Pendant un an, il voyage en train, en bateau, en bus ou à dos d'éléphant, et redécouvre une Asie que le voyageur pressé ne connaît plus.
Cette année sans prendre les airs est le prétexte pour brosser l'un des tableaux les plus riches et les plus vivants jamais peints de l'Asie, de sa culture propre, de sa spiritualité et de ses peuples.
Avec lui, on suit la chasse aux esprits dans les ruelles de Bangkok, l'hystérie géomancienne des généraux birmans, les pelotons d'exécution des khmers rouges au Cambodge, et l'on découvre un continent aux prises avec ses propres démons.
Écartelée entre une modernisation à travers laquelle se dessinent les prémices de la mondialisation et des cultures ancestrales souvent garantes du lien social, c'est une zone du monde en pleine mutation où nous entraîne l'auteur.

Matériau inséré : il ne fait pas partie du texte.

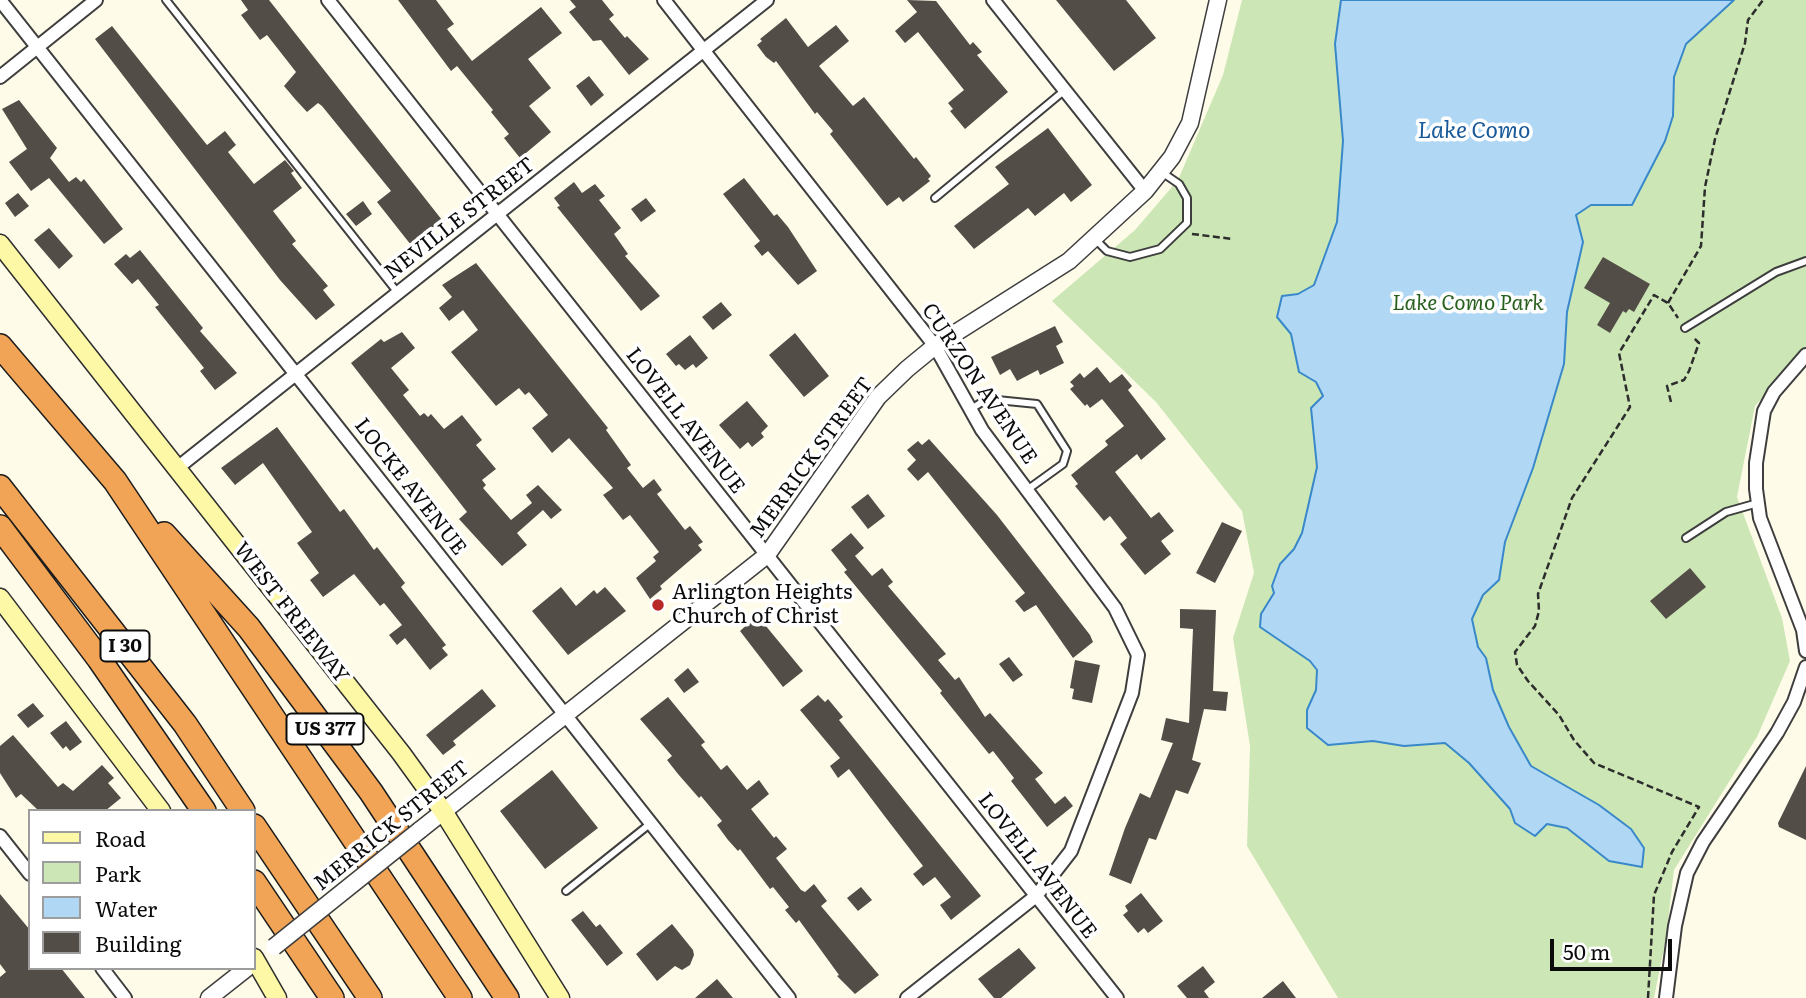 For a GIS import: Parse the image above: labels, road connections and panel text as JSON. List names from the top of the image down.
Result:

Dans chaque pays visité, Terzani va aussi à la rencontre de nouveaux devins, une façon de jouer avec le prétexte même de son périple et de confronter la prédiction initiale aux dires de nouveaux prophètes, pas toujours très inspirés, mais c'est surtout une façon d'approcher comme personne avant lui la spiritualité propre à ce continent si fascinant.
Souvent comparé à Kapuscinski, à Bruce Chatwin ou à Nicolas Bouvier, Terzani signe ici un très grand livre.

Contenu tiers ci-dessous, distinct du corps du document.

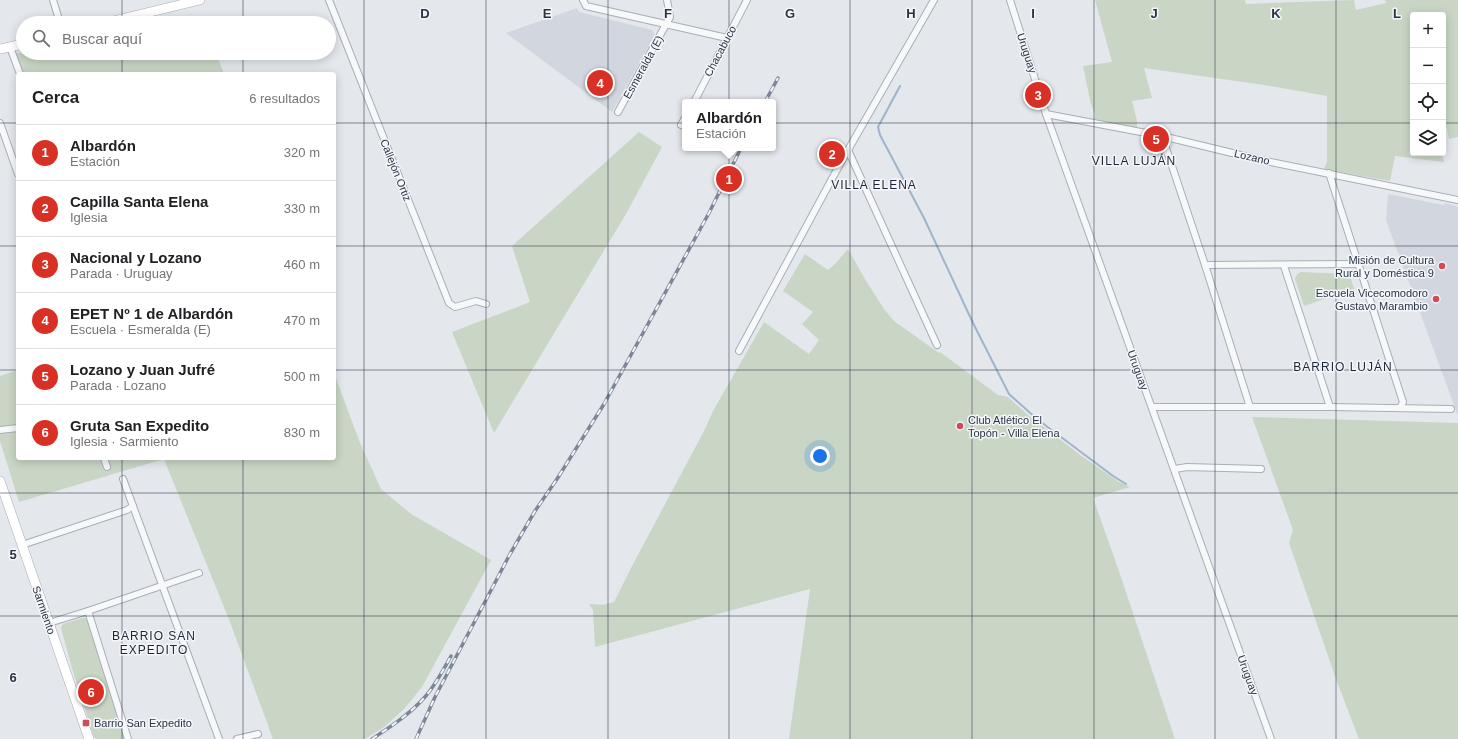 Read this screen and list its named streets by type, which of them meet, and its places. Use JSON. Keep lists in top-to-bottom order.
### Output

« Dans la vie, il se présente toujours une bonne occasion. Le problème, c'est de savoir la reconnaître et parfois ce n'est pas facile. La mienne, par exemple, avait tout l'air d'une malédiction. Un devin m'avait dit : "Attention! En 1993, vous courrez un grand risque, celui de mourir. Cette année-là, ne volez pas, ne prenez jamais l'avion." Cela s'était passé à Hong Kong. J'avais rencontré ce vieux Chinois par hasard. Sur le moment, ces mots m'avaient frappé, évidemment, mais cela ne m'avait pas tracassé. Nous étions au printemps de 1976, et 1993 me semblait encore très loin. Toutefois, je n'avais pas oublié cette échéance. Elle était restée dans mon esprit, un peu comme la date d'un rendez-vous auquel on n'a pas encore décidé si on ira ou non. »
Terziano Terzani décide de suivre les prédictions l’oracle et ne prendra pas l’avion pendant une année. Bon prétexte pour renouer avec l’Asie qu’il a connue quelques années plus tôt, qu’il aime. Il en voit le changement, la « modernisation », autrement dit l’occidentalisation.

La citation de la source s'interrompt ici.